Two winning projects and an honorable mention were announced earlier this week. The winners were "Log Dam," by the team of Nick Byers, Collin Janke, and Dan Petrescu (all from Hennebery Eddy Architects), and "A Dialogue" by a team from Scott Edwards Architecture including Ali Karlen, Ryan Yoshida, Jesse Graden, Brian Morris, James Lee, Sarah Cantine, Joe Broder, Andrew Stohner, and Chris Olenyik. Honorable mention went to "Hole Pavilion" by Robert Hutchison and Scott Claassen of Robert Hutchison Architecture.
"A Dialogue" is comprised of two oversized “folding” chairs, each about eight feet tall, that are made into a playful sculpture that is about "poking a bit of fun at the large footprint a car has relative to a couple of simple seats," its team wrote in their submission.
"We start by forming each chair with a prefabricated steel frame and place them facing each other," the team explained. "Then we take the wood-decked floor of the installation and wrap/fold it up and over the frames like a conveyor belt. By using the decking in this way, we suggest that these pieces are to be stepped/sat/leaned on, just like the platform itself. We line the inside of each chair with a splash of color and then create a wood-edged planter, full of tall grasses, to define the street edge. The top of each 'seat' is at approximately forty-two inches. At this height, someone could use it as a table to stand at while eating their bento; a perch to sit on and swing their legs while talking to their friend; or a shady spot for their dog to rest while leaning against it and composing a text message. From the street, the chairs can be seen from a distance, and perhaps read as a nice place to sit in a small field of grass. From the front seat of a car, the chairs may not appear oversized at all, but simply a nice place to park your butt."
"Log Dam," as its name suggests, takes its inspiration from conglomerations of fallen logs. "A fallen tree in the forest means new beginnings for plants and animals, and is commonly referred to as a 'nurse log,' they write. "Other fallen trees and woody debris near rivers find their way down stream, where they accumulate to form logjams. Their interlocking character naturally alters the flow and speed of the river, varying its depth, and creating new riparian habitat."
The intertwined wood beams and colorful grasses of Log Dam "contrast the predictable character of the city sidewalk," the creators explain. "While exploring its sculptural form, visitors discover its levels and ledges provide diverse 'habitat' for varied types of experiences; from refuge to chance encounters. This parklet of logs brings life to a previously neglected space for cars." It's about "finding comfortable and inviting places to sit, to reflect, and to socialize near plants are coveted spaces in urban environments."

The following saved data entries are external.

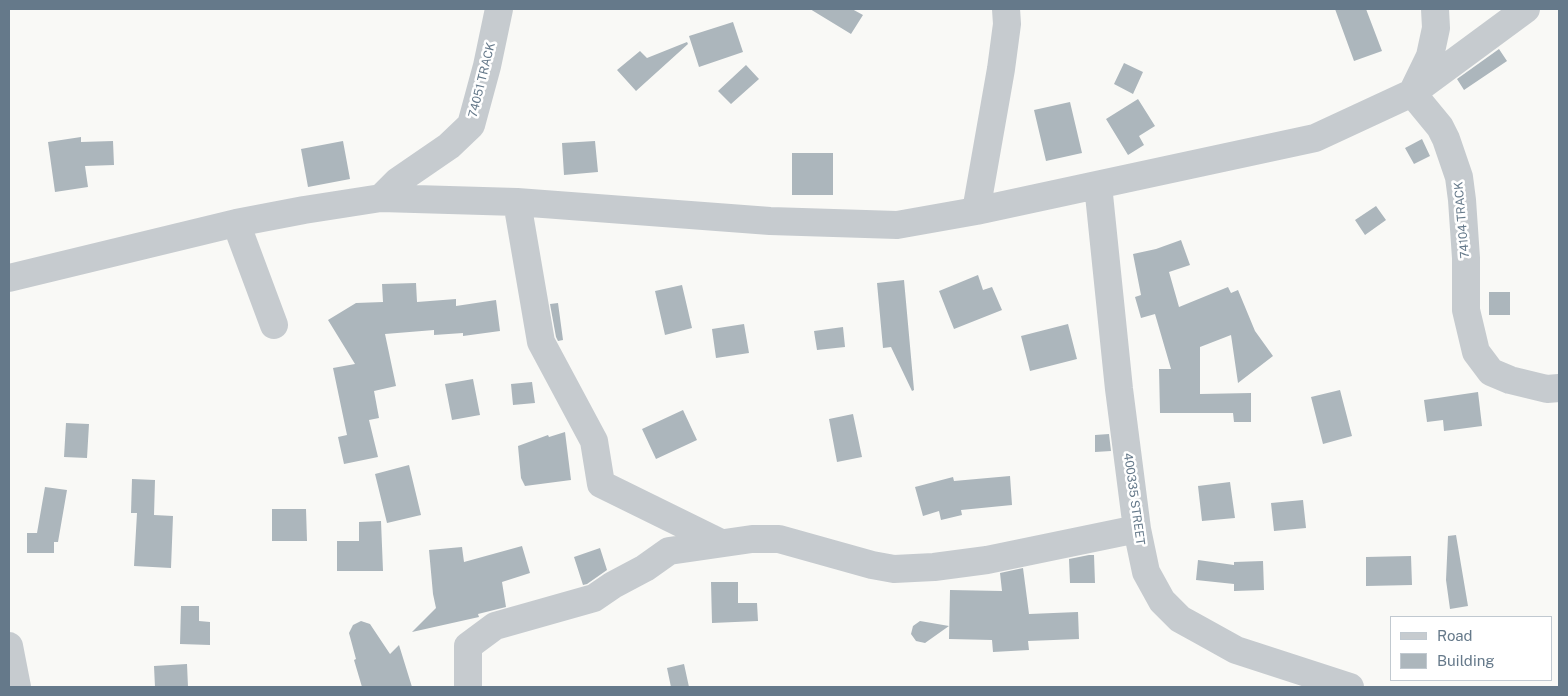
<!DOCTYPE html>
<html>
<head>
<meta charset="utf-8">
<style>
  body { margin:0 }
  #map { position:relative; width:1568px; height:696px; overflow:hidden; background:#f9f9f6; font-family:"Public Sans",sans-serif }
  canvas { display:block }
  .frame { position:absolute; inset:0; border:10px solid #65798a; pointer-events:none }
  .legend { position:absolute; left:1390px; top:616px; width:162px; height:65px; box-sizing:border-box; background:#fff; border:1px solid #c1c9d0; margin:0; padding:6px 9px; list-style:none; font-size:15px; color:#65798a }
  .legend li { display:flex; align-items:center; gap:10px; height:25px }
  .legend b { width:25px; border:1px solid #c1c9d0 }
</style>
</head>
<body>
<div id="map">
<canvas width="1568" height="696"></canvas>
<div class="frame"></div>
<ul class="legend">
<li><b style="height:6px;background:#c6cbcf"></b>Road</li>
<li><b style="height:14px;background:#acb6bc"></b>Building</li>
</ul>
</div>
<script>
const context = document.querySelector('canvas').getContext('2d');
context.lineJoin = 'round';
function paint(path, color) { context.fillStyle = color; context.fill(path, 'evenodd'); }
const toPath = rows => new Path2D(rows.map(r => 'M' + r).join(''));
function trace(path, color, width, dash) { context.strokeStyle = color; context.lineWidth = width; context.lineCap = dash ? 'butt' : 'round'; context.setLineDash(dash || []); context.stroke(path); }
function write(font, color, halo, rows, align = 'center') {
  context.font = font + ' "Public Sans",sans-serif'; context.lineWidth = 5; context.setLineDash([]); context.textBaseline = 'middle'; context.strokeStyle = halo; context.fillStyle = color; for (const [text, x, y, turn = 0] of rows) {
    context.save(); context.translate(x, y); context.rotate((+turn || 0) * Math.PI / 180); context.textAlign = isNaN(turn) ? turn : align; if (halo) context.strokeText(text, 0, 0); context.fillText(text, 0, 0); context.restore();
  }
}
paint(toPath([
  [810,9,852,9,863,15,851,34],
  [1335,9,1366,9,1382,51,1354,61],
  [733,22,743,52,699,67,689,36],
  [687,42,688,44,636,91,617,70,640,51,647,58],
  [1499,49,1507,61,1464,90,1457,79],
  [1124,63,1143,72,1133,94,1114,84],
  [746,65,759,79,731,104,718,91],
  [1138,99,1155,126,1139,136,1144,145,1128,155,1106,119],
  [1070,102,1082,153,1046,161,1034,110],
  [81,137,81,142,113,141,114,165,85,166,88,187,55,192,48,142],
  [1422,139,1430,156,1414,164,1405,148],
  [343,141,350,179,308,187,301,149],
  [595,141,598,172,564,175,562,143],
  [792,153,833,153,833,195,792,195],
  [1376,206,1386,220,1365,235,1355,220],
  [1181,240,1190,265,1169,272,1179,307,1228,287,1231,293,1238,290,1255,331,1273,356,1238,383,1231,335,1200,347,1200,394,1251,393,1251,422,1234,422,1233,413,1160,413,1159,369,1171,369,1155,314,1141,318,1135,297,1141,295,1133,254,1156,249],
  [978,275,983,290,992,287,1002,310,954,329,939,291],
  [904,280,914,390,912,391,891,347,883,348,877,283],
  [416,283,417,302,456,299,456,306,496,300,500,331,463,336,463,333,434,335,434,330,385,334,396,386,374,391,379,418,369,420,378,457,344,464,338,437,347,435,333,368,355,364,328,320,356,303,383,302,382,284],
  [682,285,692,328,665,335,655,291],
  [1489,292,1510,292,1510,315,1489,315],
  [558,303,563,340,558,341,556,337,550,304],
  [744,324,749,353,716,358,712,329],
  [1068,324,1077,359,1030,371,1021,336],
  [843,327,845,347,817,350,814,331],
  [473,379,480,415,452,420,445,384],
  [532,382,535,403,513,405,511,384],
  [1340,390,1352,436,1323,444,1311,397],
  [1478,392,1482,426,1444,431,1443,420,1427,422,1424,400],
  [683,410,697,440,656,459,642,429],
  [853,414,862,457,837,462,829,419],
  [66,423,89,424,87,458,64,457],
  [565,432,571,480,525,486,521,478,518,446,548,435,549,437],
  [1109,434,1111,451,1095,452,1095,435],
  [409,465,421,515,387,523,375,474],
  [1010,476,1012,505,961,510,962,515,941,520,939,511,923,516,915,487,953,477,954,481],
  [132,479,155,480,154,515,173,516,171,568,134,566,137,513,131,513],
  [1230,482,1235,518,1202,521,1198,486],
  [45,487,67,490,58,542,54,542,54,553,27,553,27,533,37,533],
  [1303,500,1306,528,1274,531,1271,503],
  [272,509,306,509,307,541,272,541],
  [381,521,383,571,337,571,337,541,359,541,359,522],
  [1456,535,1468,606,1450,609,1446,580,1448,536],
  [522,546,530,573,502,582,506,607,478,614,479,617,412,632,436,608,433,594,429,550,462,547,464,562],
  [600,548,607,570,587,584,583,585,574,557],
  [1089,555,1094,555,1095,583,1070,583,1069,559],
  [1411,556,1412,585,1366,586,1366,557],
  [1198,560,1234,565,1234,562,1263,561,1264,590,1234,591,1234,584,1196,580],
  [1023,568,1029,614,1078,612,1079,639,1028,641,1029,650,993,652,992,640,949,639,950,590,1002,591,1000,573],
  [711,582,738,582,738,603,757,603,758,621,712,623],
  [181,606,199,606,199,621,210,622,210,645,180,644],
  [361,621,370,624,390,654,399,645,412,687,362,687,354,660,356,659,349,633,353,625],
  [920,621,949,626,925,643,916,641,911,634,913,626],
  [187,664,188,687,155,687,154,666],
  [684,664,689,687,671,687,667,668]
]), '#acb6bc');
trace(toPath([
  [1435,9,1436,28,1430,56,1412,93,1440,127,1446,139,1459,177,1462,200,1466,258,1466,310,1476,352,1491,372,1510,380,1547,389,1559,388],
  [1098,185,1119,389,1137,529,1146,572,1162,601,1180,619,1200,630,1236,650,1350,687],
  [381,198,398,181,449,146,471,125,487,66,499,9],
  [517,202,541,342,594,441,601,484,721,543],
  [976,211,1001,69,1007,24,1006,9],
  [236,223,274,325],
  [9,278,236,223,304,210,381,198,517,202,770,221,897,225,976,211,1315,138,1412,93,1526,9],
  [9,646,17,687],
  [468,687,468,646,495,626,594,598,613,585,645,568,669,551,752,539,779,539,872,565,894,569,934,567,987,560,1137,529]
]), '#c6cbcf', 28);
write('12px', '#65798a', '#fff', [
  ["74051 TRACK",482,80,-76],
  ["74104 TRACK",1462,220,-95],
  ["400335 STREET",1134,499,82]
]);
</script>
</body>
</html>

The "Hole," project, which received honorable mention, seeks to go beyond the idea of street furniture. "Our proposal is an architectural one," its creators write. "A free-standing pavilion has been designed to respond equally to the sidewalk as well as the street, critiquing the idea that parking spaces should be used merely for seating, much less parking. A pre-fabricated wood frame structure serves as scaffolding for suspended plywood panels, which can be individually raised and lowered to accommodate a multitude of programs, and to provide for various spatial conditions. Each of the panels is perforated with numerous holes in various sizes and configurations. With panels in the up position, a beautiful light filters down from above. With panels in the down position, the holes provide for unobstructed views from the inside of the pavilion to the street. Moveable street seats will be fabricated using the ‘holes’ cut from the plywood panels."
Congratulations to all of the winners.